[Collected data entries]
Content starts
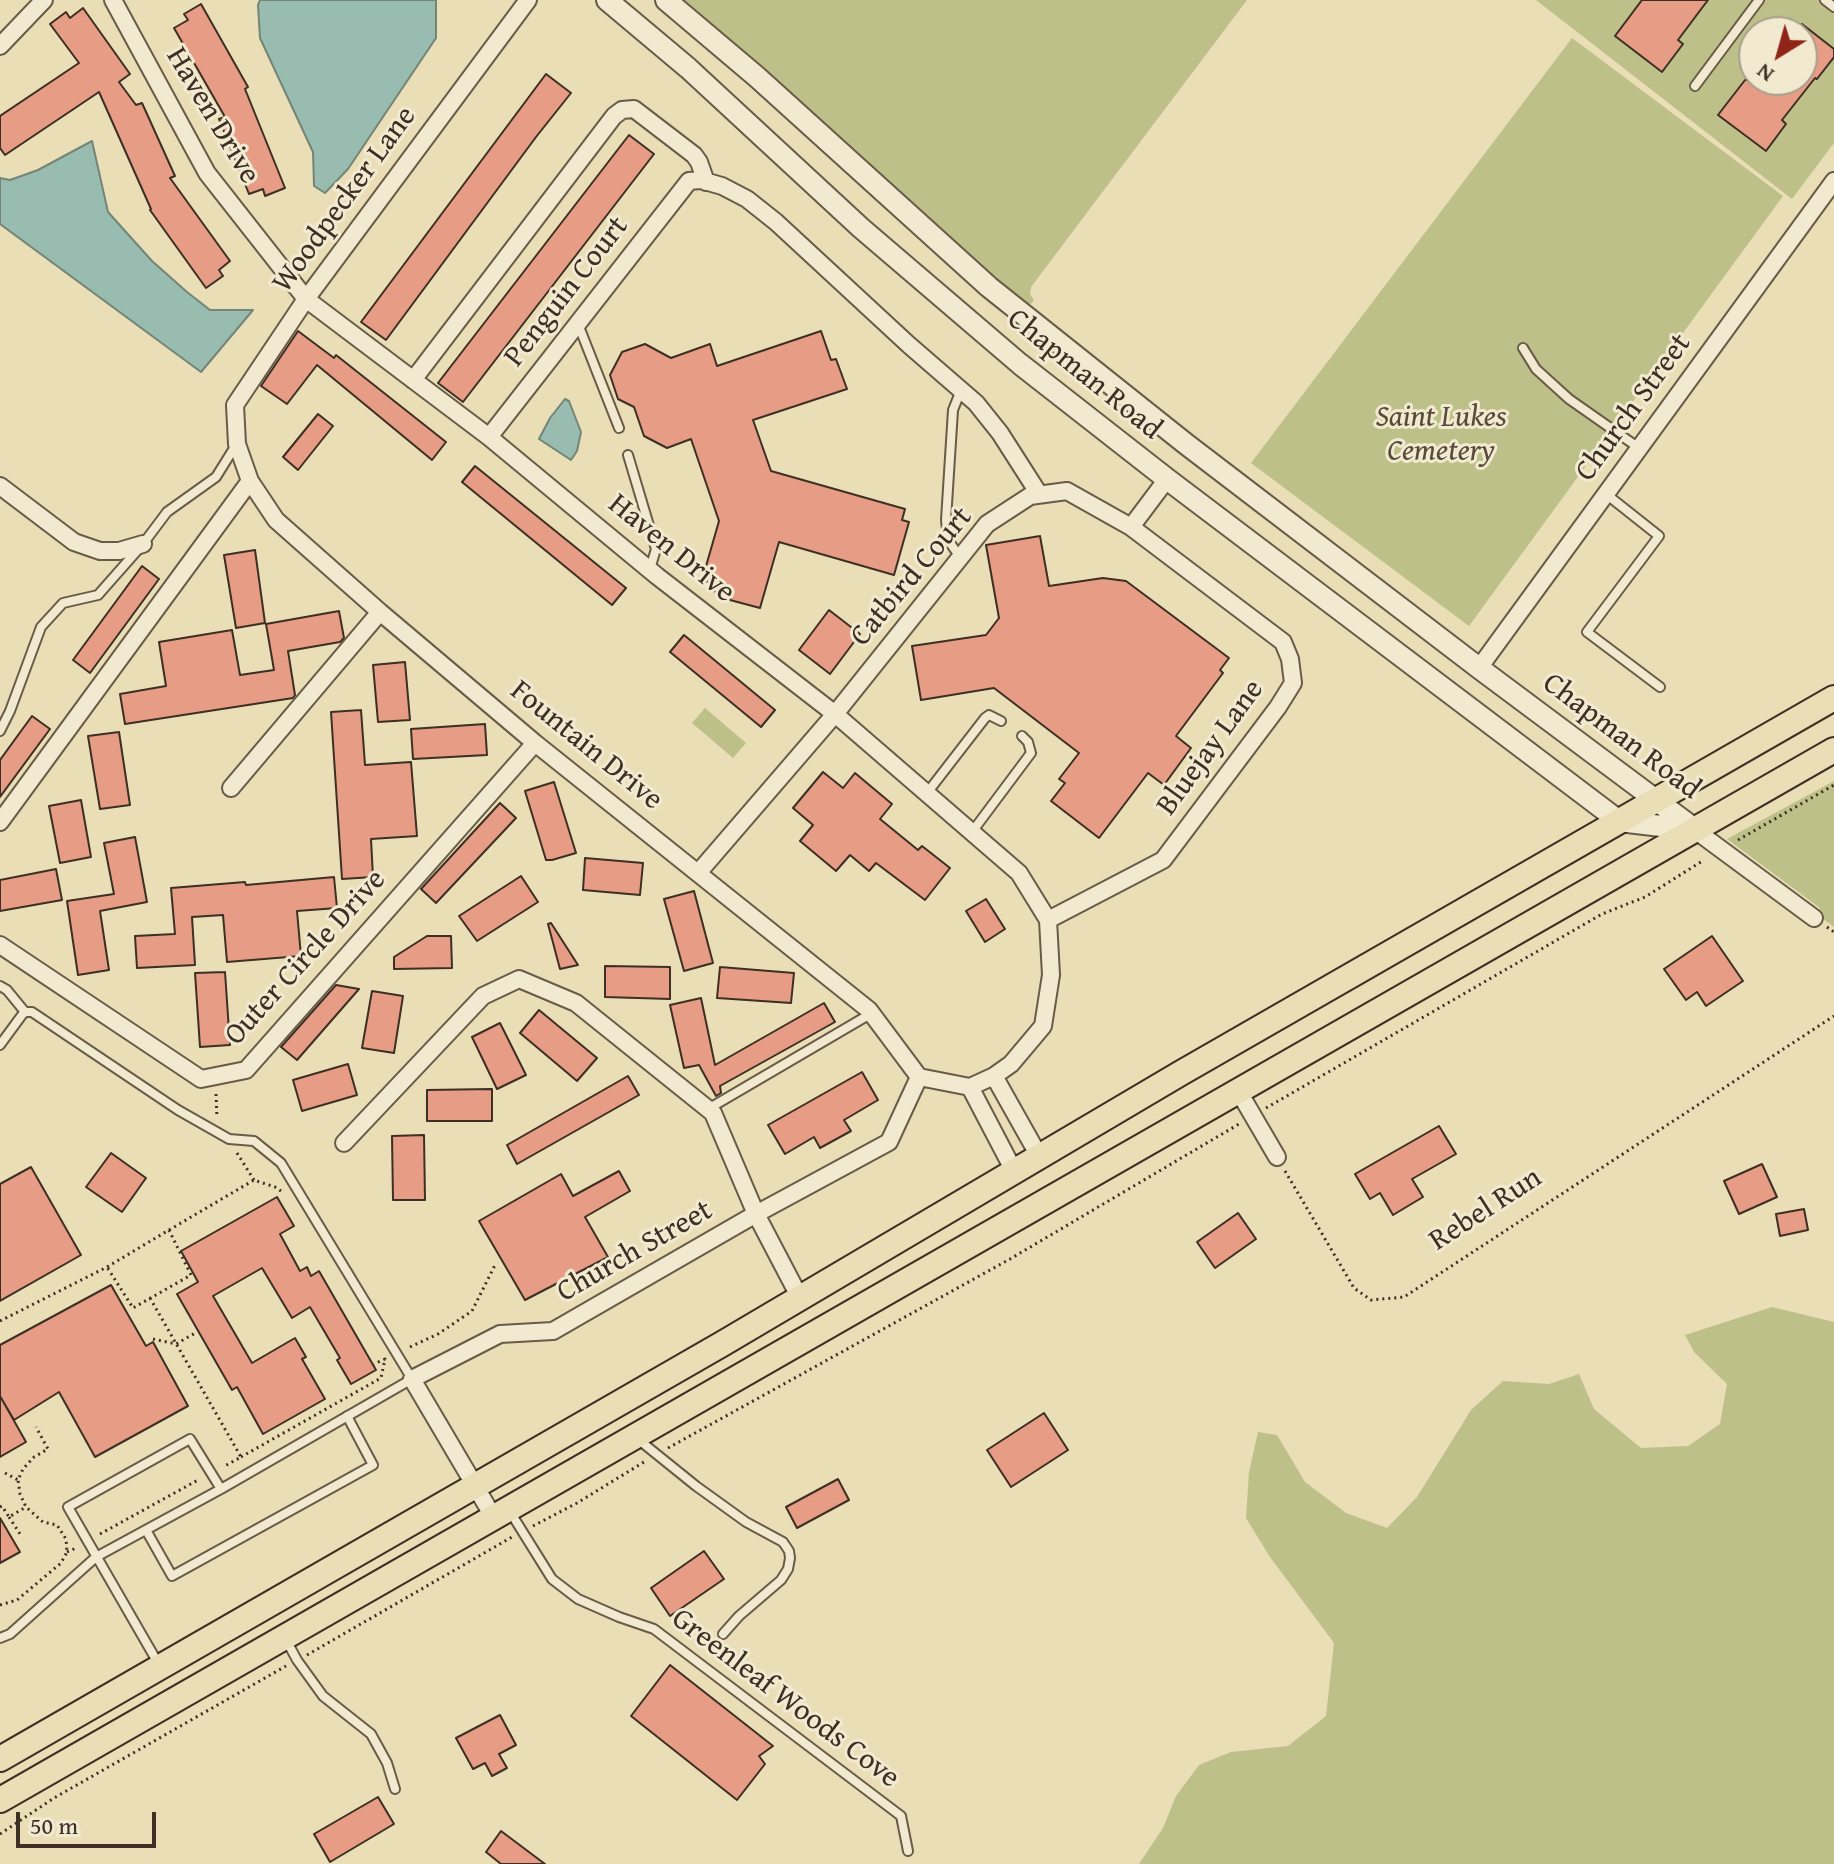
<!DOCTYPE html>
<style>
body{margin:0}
#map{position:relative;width:1834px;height:1864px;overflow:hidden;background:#eadeb6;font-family:"Gentium Book Plus",serif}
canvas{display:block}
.north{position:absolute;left:1738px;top:16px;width:80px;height:80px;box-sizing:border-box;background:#f1ead0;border:2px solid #a99f8b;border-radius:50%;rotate:217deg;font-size:22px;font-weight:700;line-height:32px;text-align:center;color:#3d2f24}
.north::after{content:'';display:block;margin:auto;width:28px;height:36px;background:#8f2418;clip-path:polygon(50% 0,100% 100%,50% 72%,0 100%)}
.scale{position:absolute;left:16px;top:1812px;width:140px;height:36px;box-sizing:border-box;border:4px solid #3d2f24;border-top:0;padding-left:10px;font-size:24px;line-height:28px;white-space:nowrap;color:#3d2f24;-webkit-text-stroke:6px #f1ead0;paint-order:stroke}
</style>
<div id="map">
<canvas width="1834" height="1864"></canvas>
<div class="north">N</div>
<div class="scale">50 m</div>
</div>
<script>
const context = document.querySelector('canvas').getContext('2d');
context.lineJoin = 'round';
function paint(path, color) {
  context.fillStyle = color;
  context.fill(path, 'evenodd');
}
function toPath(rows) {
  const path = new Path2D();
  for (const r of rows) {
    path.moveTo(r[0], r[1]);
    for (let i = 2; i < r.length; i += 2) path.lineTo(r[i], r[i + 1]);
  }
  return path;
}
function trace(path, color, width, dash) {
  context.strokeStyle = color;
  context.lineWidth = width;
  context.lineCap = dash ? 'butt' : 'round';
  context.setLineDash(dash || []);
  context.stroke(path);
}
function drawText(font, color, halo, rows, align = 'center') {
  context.font = font + ' "Gentium Book Plus",serif';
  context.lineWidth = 6;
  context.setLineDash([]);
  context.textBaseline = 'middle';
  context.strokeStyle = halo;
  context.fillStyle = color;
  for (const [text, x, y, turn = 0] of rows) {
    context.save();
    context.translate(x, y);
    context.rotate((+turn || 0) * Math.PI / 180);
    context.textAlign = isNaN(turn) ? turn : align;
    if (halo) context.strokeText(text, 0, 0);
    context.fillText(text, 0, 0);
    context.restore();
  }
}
const green = toPath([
 [683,0,1247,0,1031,287,1030,294,1034,300,1030,305,996,278,764,69],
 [1536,0,1834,0,1834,143,1792,199],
 [1754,32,1802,32,1802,80,1754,80],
 [1572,38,1783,196,1469,626,1251,463],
 [705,708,746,743,733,758,692,723],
 [1834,781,1834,927,1817,914,1820,908,1727,839],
 [1772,1307,1834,1322,1834,1864,1139,1864,1163,1828,1176,1796,1199,1765,1231,1752,1288,1746,1326,1716,1334,1643,1270,1557,1246,1518,1249,1472,1258,1432,1277,1435,1305,1482,1346,1513,1387,1528,1417,1497,1471,1410,1503,1381,1549,1384,1579,1374,1594,1409,1641,1448,1688,1446,1720,1424,1727,1384,1694,1352,1685,1335]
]);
const water = toPath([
 [260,0,436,0,436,38,348,169,325,193,314,186,313,152,260,38,258,5,260,0],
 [92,141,108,212,152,261,187,292,210,310,253,310,201,372,0,224,0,178,10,180,38,170,92,141],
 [565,399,569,401,581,432,577,451,571,460,539,439,550,418,565,399]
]);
const building = toPath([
 [1642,0,1708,0,1678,40,1683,44,1662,72,1615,36,1642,0],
 [201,4,248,87,245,89,285,188,265,196,263,189,249,194,219,119,225,117,174,28,188,20,184,14,201,4],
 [83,8,130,74,119,82,136,105,142,103,175,176,170,178,230,261,219,270,223,276,206,288,150,210,151,209,99,92,5,155,0,148,0,116,79,63,50,24,66,12,70,18,83,8],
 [1802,24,1834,49,1834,57,1817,79,1815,78,1782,120,1786,124,1766,151,1718,115,1745,80,1802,80,1802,24],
 [546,74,571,93,536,137,386,340,361,322,546,74],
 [629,135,654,154,463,402,438,383,629,135],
 [298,331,334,358,336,355,446,442,432,460,317,365,287,404,261,386,298,331],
 [821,331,831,360,836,359,847,389,753,420,771,471,905,509,902,520,909,522,894,575,779,542,760,608,730,600,731,596,710,590,712,583,702,580,719,521,691,439,667,448,644,436,634,407,618,399,610,375,622,352,645,344,671,358,710,344,717,366,821,331],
 [318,414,333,426,298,470,283,457,318,414],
 [475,466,626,588,612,605,462,482,475,466],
 [1040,536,1049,586,1103,578,1126,581,1229,658,1220,670,1223,673,1176,736,1191,748,1164,785,1148,773,1099,838,1051,801,1065,783,1059,779,1079,753,994,688,921,700,912,646,986,635,999,618,986,545,1040,536],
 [255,550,265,623,236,628,224,555,255,550],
 [142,566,159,579,90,673,73,660,142,566],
 [829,610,860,634,830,674,799,650,829,610],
 [339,611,344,638,340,642,288,651,295,695,293,698,125,724,120,694,166,686,159,642,232,630,240,675,274,670,266,624,339,611],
 [684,635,775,710,761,727,670,652,684,635],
 [405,662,410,720,378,722,373,665,405,662],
 [361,710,365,765,411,762,417,836,371,839,373,877,342,879,331,712,361,710],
 [32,716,50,729,0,797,0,760,32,716],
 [485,724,487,755,413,759,411,729,485,724],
 [119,732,130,805,100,809,88,736,119,732],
 [823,772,843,788,855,773,892,804,880,819,918,850,922,846,950,868,925,900,876,863,869,871,850,855,836,871,800,841,813,825,793,808,823,772],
 [554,782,576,853,552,860,546,860,525,791,554,782],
 [81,800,91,857,60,863,49,806,81,800],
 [500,803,516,818,436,903,421,889,500,803],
 [135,837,147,902,100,911,109,970,78,975,67,901,114,894,104,843,135,837],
 [585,858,643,863,640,895,583,890,585,858],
 [56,869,62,900,0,911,0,880,56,869],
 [521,876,538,902,477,941,459,916,521,876],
 [334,877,337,908,297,911,301,956,227,962,223,915,192,917,195,965,137,968,135,936,175,934,171,888,245,882,246,885,334,877],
 [694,891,713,963,684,971,664,899,694,891],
 [986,899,1005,929,985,942,966,911,986,899],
 [551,923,578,965,560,969,548,924,551,923],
 [427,936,451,936,452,968,394,969,394,957,427,936],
 [1712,936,1743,981,1706,1006,1697,992,1686,1000,1664,969,1712,936],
 [605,966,670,967,670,999,605,997,605,966],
 [720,967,794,973,791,1003,717,998,720,967],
 [225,972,230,1045,200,1047,195,973,225,972],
 [336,985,359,989,297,1060,281,1047,336,985],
 [372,991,403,996,394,1053,362,1048,372,991],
 [701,998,715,1065,824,1003,835,1022,720,1086,721,1093,716,1096,699,1065,684,1068,670,1005,701,998],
 [539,1010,597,1058,577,1081,520,1033,539,1010],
 [500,1023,526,1075,497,1089,472,1037,500,1023],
 [348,1064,357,1095,302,1111,293,1080,348,1064],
 [862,1072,878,1100,844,1120,851,1131,820,1148,814,1137,785,1154,768,1125,862,1072],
 [628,1076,639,1095,517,1164,507,1145,628,1076],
 [492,1089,492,1121,427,1121,427,1090,492,1089],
 [1439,1126,1456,1154,1412,1179,1423,1197,1393,1215,1380,1193,1370,1199,1355,1174,1439,1126],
 [424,1135,425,1200,393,1200,392,1136,424,1135],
 [111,1153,146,1178,122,1212,86,1187,111,1153],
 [1762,1164,1777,1197,1739,1214,1724,1181,1762,1164],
 [31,1167,81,1255,0,1301,0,1184,31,1167],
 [619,1171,630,1191,585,1217,608,1257,525,1300,479,1221,561,1174,573,1196,619,1171],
 [277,1197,294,1226,280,1234,300,1271,307,1267,311,1276,319,1271,376,1370,351,1384,337,1360,340,1358,310,1307,292,1318,262,1268,213,1296,252,1363,295,1338,306,1357,302,1359,325,1399,263,1434,237,1387,232,1390,177,1294,198,1282,181,1251,277,1197],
 [1804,1209,1808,1230,1780,1236,1776,1214,1804,1209],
 [1238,1213,1256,1239,1215,1268,1197,1242,1238,1213],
 [111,1285,146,1346,153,1342,188,1406,95,1457,59,1392,14,1420,0,1396,0,1345,111,1285],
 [0,1396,26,1442,0,1457,0,1396],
 [1044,1413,1068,1450,1011,1487,987,1450,1044,1413],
 [838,1479,849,1500,797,1528,786,1507,838,1479],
 [0,1518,20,1552,0,1563,0,1518],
 [704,1551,724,1579,670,1616,651,1588,704,1551],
 [670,1665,773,1746,759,1756,765,1764,737,1800,631,1716,670,1665],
 [500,1715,516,1745,499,1754,507,1768,492,1776,485,1763,473,1769,456,1738,500,1715],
 [378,1797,394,1824,330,1862,314,1834,378,1797],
 [501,1831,545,1864,501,1864,486,1852,501,1831]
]);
const path = toPath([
 [1738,840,1834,785],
 [1827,927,1834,932],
 [216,1094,217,1118],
 [1266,1108,1602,914,1645,897,1704,860],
 [237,1153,254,1180],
 [1285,1171,1354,1288,1371,1300,1404,1297,1834,1016],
 [169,1230,254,1180,275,1187,281,1191],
 [150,1298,241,1457,223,1467],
 [0,1321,107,1267,169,1230,191,1275,133,1308,107,1267],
 [153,1339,176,1344,197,1332],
 [410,1347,438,1334,472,1311,495,1265],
 [668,1448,1010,1259,1239,1124],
 [241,1457,381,1378,385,1359,374,1364],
 [5,1473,18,1480],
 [0,1507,2,1506,9,1517,26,1507],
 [9,1517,20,1534],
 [533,1526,577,1503,644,1462],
 [100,1534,198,1480],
 [67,1552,76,1548],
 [0,1605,17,1600,61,1563,67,1552,66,1539,57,1525,43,1522,26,1507,20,1494,18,1480,23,1469,34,1457,48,1449,36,1427],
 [307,1655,512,1537],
 [0,1834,54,1798,286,1666]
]);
const service = toPath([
 [1825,0,1834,7],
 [1695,86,1759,0],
 [578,324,619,428],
 [1523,348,1536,369,1569,399,1639,448],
 [628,455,656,549,650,569],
 [1606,494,1659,536,1587,632,1660,687],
 [960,557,948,540,946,520,953,410,961,390],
 [0,731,10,711,41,627,63,603,98,595,143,544,167,512,216,477,236,445],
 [927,793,985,718,989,715,1001,721],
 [972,832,1031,753,1028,742,1022,736],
 [0,986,7,990,25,1012],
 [0,1045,22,1015,25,1012,32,1012,178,1110,229,1139,254,1141,281,1163,412,1379,221,1489,96,1557,10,1634,0,1638],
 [708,1109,872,1013],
 [639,1440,696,1486,746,1522,783,1542,789,1551,790,1558,788,1569,781,1580,739,1616,723,1634],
 [509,1510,552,1579,578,1599,619,1617,654,1629,901,1816,908,1851],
 [146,1530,172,1576,373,1465,347,1416],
 [285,1638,297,1660,323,1696,371,1734,387,1763,395,1789],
 [158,1663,68,1507,190,1439,221,1489]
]);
const minor = toPath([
 [113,0,207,173,306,299,489,437,657,576,835,714,1019,873,1048,920,1051,975,1043,1026,1011,1064,994,1076,970,1087,919,1077,889,1142,756,1214,553,1331,500,1334,412,1379,494,1518],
 [528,0,306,299,235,405,237,444,250,481,276,520,380,612,535,743,869,1010,919,1077],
 [0,46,44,0],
 [413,380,614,116,622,110,634,109,694,155,699,162,706,182],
 [489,437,689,181,701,180,722,186,747,199,776,222,909,345,976,403,1000,433,1039,494],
 [0,486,74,542,100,551,119,551,143,544],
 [1479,668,1834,181],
 [231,788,380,612],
 [0,822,250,481],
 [1695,830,1814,918],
 [698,873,835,714,987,524,1030,496,1067,491,1131,527],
 [1048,920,1163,860,1278,707,1293,683,1290,659,1283,642,1131,527,1167,479],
 [0,945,201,1079,246,1070,535,743],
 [994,1076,1039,1156],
 [970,1087,1014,1171],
 [1239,1092,1277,1157],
 [344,1143,483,996,519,979,576,1003,713,1113,756,1214,800,1298]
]);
const tertiary = toPath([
 [607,0,688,68,861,228,1020,364,1167,479,1619,821,1695,830],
 [666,0,757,77,989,287,1186,444,1479,668,1692,827]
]);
const primary = toPath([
 [0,1759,722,1344,1181,1073,1834,698],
 [0,1800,1834,750]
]);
const streetNames = [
 ["Haven Drive",212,116,59],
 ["Woodpecker Lane",345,200,-54],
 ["Penguin Court",567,292,-52],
 ["Chapman Road",1084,375,39],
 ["Church Street",1634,408,-54],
 ["Haven Drive",671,549,39],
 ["Catbird Court",912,577,-50],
 ["Chapman Road",1621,737,37],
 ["Fountain Drive",586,746,39],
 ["Bluejay Lane",1211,748,-54],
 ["Outer Circle Drive",306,958,-48],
 ["Rebel Run",1486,1210,-33],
 ["Church Street",635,1252,-30],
 ["Greenleaf Woods Cove",785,1699,37]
];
const parkNames = [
 ["Saint Lukes",1441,418],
 ["Cemetery",1441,452]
];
paint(green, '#bdc089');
paint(water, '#98bcaf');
trace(water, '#748477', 2);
paint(building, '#e69c85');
trace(building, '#3d2f24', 2);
trace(service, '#685b48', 12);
trace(minor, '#685b48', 20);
trace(tertiary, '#685b48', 24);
trace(primary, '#3d2f24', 28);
trace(path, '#3d2f24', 3, [2, 4]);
trace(service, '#f1ead0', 8);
trace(minor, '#f1ead0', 16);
trace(tertiary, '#f1ead0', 20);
trace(primary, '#eadeb6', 24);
drawText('30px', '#3d2f24', '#f1ead0', streetNames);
drawText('italic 30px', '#574c38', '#f1ead0', parkNames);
</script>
Content ends
Please list every line of the records that contains "halo".

function drawText(font, color, halo, rows, align = 'center') {
  context.strokeStyle = halo;
    if (halo) context.strokeText(text, 0, 0);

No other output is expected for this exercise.